Unhandled exception. StackExchange.Redis.RedisTimeoutException: Timeout awaiting response (outbound=0KiB, inbound=0KiB, 7957ms elapsed, timeout is 5000ms), command=SETEX, next: SETEX 1432024, inst: 0, qu: 0, qs: 3, aw: True, bw: SpinningDown, rs: DequeueResult, ws: Writing, in: 0, in-pipe: 15, out-pipe: 0, last-in: 2, cur-in: 15, sync-ops: 0, async-ops: 1012309, serverEndpoint: redis-cache:6379, conn-sec: 1388.4, aoc: 1, mc: 1/1/0, mgr: 9 of 10 available, clientName: slurper-service-74c679b4cd-bqdjg(SE.Redis-v2.6.122.38350), IOCP: (Busy=0,Free=1000,Min=4,Max=1000), WORKER: (Busy=4,Free=32763,Min=16,Max=32767), POOL: (Threads=16,QueuedItems=1,CompletedItems=4070933,Timers=8), v: 2.6.122.38350 (Please take a look at this article for some common client-side issues that can cause timeouts: https://stackexchange.github.io/StackExchange.Redis/Timeouts)
   at VATSIM.Network.Slurper.Service.Services.FsdService.AddToRedis(Object sender, ElapsedEventArgs e) in /src/VATSIM.Network.Slurper.Service/Services/FsdService.cs:line 388
   at System.Threading.Tasks.Task.<>c.<ThrowAsync>b__128_1(Object state)
   at System.Threading.QueueUserWorkItemCallbackDefaultContext.Execute()
   at System.Threading.ThreadPoolWorkQueue.Dispatch()
   at System.Threading.PortableThreadPool.WorkerThread.WorkerThreadStart()

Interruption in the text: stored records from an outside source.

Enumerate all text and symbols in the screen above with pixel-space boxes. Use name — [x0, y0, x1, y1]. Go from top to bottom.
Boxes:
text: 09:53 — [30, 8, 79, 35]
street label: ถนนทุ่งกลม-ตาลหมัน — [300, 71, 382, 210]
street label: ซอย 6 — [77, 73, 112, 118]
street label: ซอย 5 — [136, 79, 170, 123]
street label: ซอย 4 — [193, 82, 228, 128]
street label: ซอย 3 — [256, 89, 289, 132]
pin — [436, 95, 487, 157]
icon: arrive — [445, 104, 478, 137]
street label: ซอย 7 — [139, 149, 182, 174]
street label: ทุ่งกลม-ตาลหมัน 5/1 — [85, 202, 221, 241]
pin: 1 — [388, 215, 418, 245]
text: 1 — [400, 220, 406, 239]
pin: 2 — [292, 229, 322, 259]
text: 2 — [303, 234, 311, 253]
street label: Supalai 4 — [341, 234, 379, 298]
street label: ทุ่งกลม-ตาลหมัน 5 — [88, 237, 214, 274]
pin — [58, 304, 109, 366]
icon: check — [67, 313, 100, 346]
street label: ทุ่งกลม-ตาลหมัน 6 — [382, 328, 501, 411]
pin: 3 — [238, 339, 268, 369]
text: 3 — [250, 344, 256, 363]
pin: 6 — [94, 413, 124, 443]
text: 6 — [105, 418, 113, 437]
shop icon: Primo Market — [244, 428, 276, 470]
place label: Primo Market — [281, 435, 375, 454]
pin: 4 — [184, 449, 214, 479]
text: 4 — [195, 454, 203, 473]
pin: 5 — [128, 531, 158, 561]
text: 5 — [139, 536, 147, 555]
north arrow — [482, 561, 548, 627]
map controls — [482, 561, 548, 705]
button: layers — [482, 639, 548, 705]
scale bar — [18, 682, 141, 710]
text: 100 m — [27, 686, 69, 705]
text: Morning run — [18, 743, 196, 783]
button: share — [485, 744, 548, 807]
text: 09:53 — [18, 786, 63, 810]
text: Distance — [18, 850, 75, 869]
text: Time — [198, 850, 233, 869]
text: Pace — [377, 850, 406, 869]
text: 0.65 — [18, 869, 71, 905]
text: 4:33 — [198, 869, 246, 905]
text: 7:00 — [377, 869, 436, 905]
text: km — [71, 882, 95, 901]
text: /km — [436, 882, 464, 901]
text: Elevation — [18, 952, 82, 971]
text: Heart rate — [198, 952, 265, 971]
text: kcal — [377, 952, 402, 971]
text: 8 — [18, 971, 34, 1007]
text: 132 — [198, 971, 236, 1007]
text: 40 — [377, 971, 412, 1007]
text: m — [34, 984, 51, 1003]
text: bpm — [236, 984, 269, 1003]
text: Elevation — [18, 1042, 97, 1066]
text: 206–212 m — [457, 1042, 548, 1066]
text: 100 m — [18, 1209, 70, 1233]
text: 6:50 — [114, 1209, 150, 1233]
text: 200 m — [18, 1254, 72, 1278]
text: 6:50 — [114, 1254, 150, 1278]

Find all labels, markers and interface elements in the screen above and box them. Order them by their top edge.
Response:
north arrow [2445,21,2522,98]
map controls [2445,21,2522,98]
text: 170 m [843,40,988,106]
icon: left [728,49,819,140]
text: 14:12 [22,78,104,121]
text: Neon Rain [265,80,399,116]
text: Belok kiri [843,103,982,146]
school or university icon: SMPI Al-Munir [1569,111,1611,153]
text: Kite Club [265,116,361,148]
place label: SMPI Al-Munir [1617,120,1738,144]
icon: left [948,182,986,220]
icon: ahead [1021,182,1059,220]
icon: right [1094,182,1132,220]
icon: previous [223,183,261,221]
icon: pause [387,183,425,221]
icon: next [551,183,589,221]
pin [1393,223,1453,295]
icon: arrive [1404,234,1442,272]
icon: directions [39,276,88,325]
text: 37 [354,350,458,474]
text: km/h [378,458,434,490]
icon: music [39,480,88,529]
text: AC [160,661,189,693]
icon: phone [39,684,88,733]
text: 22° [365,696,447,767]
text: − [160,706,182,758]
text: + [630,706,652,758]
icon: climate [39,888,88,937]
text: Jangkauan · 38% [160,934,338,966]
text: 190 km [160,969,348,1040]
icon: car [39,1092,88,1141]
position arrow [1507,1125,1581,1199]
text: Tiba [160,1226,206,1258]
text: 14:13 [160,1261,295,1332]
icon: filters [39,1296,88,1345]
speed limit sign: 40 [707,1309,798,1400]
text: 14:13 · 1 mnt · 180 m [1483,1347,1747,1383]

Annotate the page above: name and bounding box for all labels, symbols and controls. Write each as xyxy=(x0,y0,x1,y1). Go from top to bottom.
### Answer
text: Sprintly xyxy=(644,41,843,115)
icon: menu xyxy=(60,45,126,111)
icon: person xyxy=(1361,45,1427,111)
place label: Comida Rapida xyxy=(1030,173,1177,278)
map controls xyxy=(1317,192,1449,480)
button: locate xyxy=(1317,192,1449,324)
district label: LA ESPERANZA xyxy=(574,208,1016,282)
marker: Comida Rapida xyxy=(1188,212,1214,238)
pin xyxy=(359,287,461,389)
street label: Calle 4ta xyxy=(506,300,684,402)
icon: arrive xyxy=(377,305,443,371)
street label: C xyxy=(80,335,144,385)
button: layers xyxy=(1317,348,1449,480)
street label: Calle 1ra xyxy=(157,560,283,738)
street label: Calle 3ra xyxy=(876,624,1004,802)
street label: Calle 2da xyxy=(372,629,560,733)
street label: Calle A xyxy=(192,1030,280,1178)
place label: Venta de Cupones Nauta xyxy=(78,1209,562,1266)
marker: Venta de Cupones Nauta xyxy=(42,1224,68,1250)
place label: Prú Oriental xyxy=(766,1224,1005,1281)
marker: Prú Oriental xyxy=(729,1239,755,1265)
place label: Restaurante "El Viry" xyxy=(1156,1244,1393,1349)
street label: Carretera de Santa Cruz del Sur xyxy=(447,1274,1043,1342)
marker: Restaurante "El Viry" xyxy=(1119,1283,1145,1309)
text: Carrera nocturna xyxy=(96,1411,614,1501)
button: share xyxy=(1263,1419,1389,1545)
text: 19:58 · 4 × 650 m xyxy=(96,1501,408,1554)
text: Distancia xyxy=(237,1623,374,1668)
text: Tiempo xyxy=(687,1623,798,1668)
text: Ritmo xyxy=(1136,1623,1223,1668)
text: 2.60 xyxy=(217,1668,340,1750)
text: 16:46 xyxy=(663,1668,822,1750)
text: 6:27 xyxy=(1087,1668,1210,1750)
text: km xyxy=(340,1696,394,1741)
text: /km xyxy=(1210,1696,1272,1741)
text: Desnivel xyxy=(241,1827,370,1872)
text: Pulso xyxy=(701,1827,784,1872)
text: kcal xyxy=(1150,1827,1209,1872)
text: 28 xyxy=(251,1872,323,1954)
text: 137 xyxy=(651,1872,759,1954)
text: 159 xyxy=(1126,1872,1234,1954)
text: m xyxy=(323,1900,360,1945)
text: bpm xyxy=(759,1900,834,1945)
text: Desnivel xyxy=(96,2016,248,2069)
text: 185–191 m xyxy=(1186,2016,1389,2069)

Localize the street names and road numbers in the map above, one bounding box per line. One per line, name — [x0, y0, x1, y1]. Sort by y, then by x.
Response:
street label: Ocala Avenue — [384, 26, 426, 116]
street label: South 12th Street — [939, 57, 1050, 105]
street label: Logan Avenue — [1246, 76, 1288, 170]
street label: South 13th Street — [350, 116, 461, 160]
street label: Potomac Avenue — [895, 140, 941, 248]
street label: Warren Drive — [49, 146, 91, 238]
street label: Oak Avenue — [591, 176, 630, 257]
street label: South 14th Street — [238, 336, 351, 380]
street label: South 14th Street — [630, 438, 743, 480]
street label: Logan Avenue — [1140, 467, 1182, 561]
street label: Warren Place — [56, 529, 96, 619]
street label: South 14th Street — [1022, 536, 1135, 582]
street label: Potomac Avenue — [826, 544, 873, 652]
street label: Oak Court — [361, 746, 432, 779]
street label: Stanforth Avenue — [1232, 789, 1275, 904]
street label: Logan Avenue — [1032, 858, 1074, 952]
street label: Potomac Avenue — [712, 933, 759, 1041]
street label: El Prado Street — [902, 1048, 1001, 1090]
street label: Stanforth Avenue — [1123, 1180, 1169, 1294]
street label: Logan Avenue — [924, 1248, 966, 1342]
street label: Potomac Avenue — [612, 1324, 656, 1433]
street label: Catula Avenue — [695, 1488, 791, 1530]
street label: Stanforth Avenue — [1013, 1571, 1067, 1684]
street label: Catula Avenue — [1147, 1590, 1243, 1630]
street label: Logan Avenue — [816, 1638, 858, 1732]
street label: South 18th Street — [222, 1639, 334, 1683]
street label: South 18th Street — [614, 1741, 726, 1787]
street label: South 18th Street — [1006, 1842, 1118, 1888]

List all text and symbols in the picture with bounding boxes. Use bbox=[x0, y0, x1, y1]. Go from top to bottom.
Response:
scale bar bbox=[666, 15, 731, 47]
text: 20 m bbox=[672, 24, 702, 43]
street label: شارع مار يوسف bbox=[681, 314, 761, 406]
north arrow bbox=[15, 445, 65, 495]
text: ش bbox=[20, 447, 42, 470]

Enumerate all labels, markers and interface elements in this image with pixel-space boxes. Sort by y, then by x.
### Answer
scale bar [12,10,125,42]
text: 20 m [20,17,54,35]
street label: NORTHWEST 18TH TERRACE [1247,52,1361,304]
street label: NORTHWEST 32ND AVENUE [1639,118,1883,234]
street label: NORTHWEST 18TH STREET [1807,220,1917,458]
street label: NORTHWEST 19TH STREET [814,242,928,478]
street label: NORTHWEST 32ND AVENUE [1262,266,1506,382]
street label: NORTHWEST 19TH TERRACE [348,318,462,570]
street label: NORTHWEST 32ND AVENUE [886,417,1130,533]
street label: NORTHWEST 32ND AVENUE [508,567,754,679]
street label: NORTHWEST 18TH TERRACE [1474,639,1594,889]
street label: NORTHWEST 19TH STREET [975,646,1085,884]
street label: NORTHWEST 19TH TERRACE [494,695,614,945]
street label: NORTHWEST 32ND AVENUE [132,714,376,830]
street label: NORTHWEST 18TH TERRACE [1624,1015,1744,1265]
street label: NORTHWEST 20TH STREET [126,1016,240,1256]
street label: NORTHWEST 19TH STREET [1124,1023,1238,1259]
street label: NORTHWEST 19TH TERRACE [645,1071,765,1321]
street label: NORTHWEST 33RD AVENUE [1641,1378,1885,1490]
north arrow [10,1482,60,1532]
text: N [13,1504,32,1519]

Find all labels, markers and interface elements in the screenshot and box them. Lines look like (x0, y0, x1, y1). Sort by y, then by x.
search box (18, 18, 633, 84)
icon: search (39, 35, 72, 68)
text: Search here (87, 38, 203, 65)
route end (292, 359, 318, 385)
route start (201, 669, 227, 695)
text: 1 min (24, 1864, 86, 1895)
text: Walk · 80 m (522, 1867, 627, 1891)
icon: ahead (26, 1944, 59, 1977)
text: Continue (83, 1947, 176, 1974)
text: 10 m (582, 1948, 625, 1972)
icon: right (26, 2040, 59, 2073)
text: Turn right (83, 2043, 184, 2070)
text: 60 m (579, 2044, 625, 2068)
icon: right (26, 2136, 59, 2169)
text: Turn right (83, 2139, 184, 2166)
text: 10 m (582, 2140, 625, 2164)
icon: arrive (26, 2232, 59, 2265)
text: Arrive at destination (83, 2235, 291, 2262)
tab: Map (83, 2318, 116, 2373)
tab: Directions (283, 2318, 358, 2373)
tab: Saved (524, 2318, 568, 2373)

Unhandled exception. StackExchange.Redis.RedisTimeoutException: Timeout awaiting response (outbound=0KiB, inbound=0KiB, 7957ms elapsed, timeout is 5000ms), command=SETEX, next: SETEX 1432024, inst: 0, qu: 0, qs: 3, aw: True, bw: SpinningDown, rs: DequeueResult, ws: Writing, in: 0, in-pipe: 15, out-pipe: 0, last-in: 2, cur-in: 15, sync-ops: 0, async-ops: 1012309, serverEndpoint: redis-cache:6379, conn-sec: 1388.42, aoc: 1, mc: 1/1/0, mgr: 9 of 10 available, clientName: slurper-service-74c679b4cd-bqdjg(SE.Redis-v2.6.122.38350), IOCP: (Busy=0,Free=1000,Min=4,Max=1000), WORKER: (Busy=4,Free=32763,Min=16,Max=32767), POOL: (Threads=16,QueuedItems=0,CompletedItems=4070936,Timers=8), v: 2.6.122.38350 (Please take a look at this article for some common client-side issues that can cause timeouts: https://stackexchange.github.io/StackExchange.Redis/Timeouts)
   at VATSIM.Network.Slurper.Service.Services.FsdService.AddToRedis(Object sender, ElapsedEventArgs e) in /src/VATSIM.Network.Slurper.Service/Services/FsdService.cs:line 389
   at System.Threading.Tasks.Task.<>c.<ThrowAsync>b__128_1(Object state)
   at System.Threading.QueueUserWorkItemCallbackDefaultContext.Execute()
   at System.Threading.ThreadPoolWorkQueue.Dispatch()
   at System.Threading.PortableThreadPool.WorkerThread.WorkerThreadStart()
Unhandled exception. Unhandled exception. StackExchange.Redis.RedisTimeoutException: Timeout awaiting response (outbound=0KiB, inbound=0KiB, 6213ms elapsed, timeout is 5000ms), command=SETEX, next: SETEX AXM3558, inst: 0, qu: 1, qs: 8, aw: True, bw: CheckingForTimeoutComplete, rs: DequeueResult, ws: Writing, in: 0, in-pipe: 40, out-pipe: 0, last-in: 2, cur-in: 40, sync-ops: 0, async-ops: 344430, serverEndpoint: redis-cache:6379, conn-sec: 466.82, aoc: 1, mc: 1/1/0, mgr: 9 of 10 available, clientName: slurper-service-74c679b4cd-bqdjg(SE.Redis-v2.6.122.38350), IOCP: (Busy=0,Free=1000,Min=4,Max=1000), WORKER: (Busy=7,Free=32760,Min=16,Max=32767), POOL: (Threads=18,QueuedItems=2,CompletedItems=1400924,Timers=9), v: 2.6.122.38350 (Please take a look at this article for some common client-side issues that can cause timeouts: https://stackexchange.github.io/StackExchange.Redis/Timeouts)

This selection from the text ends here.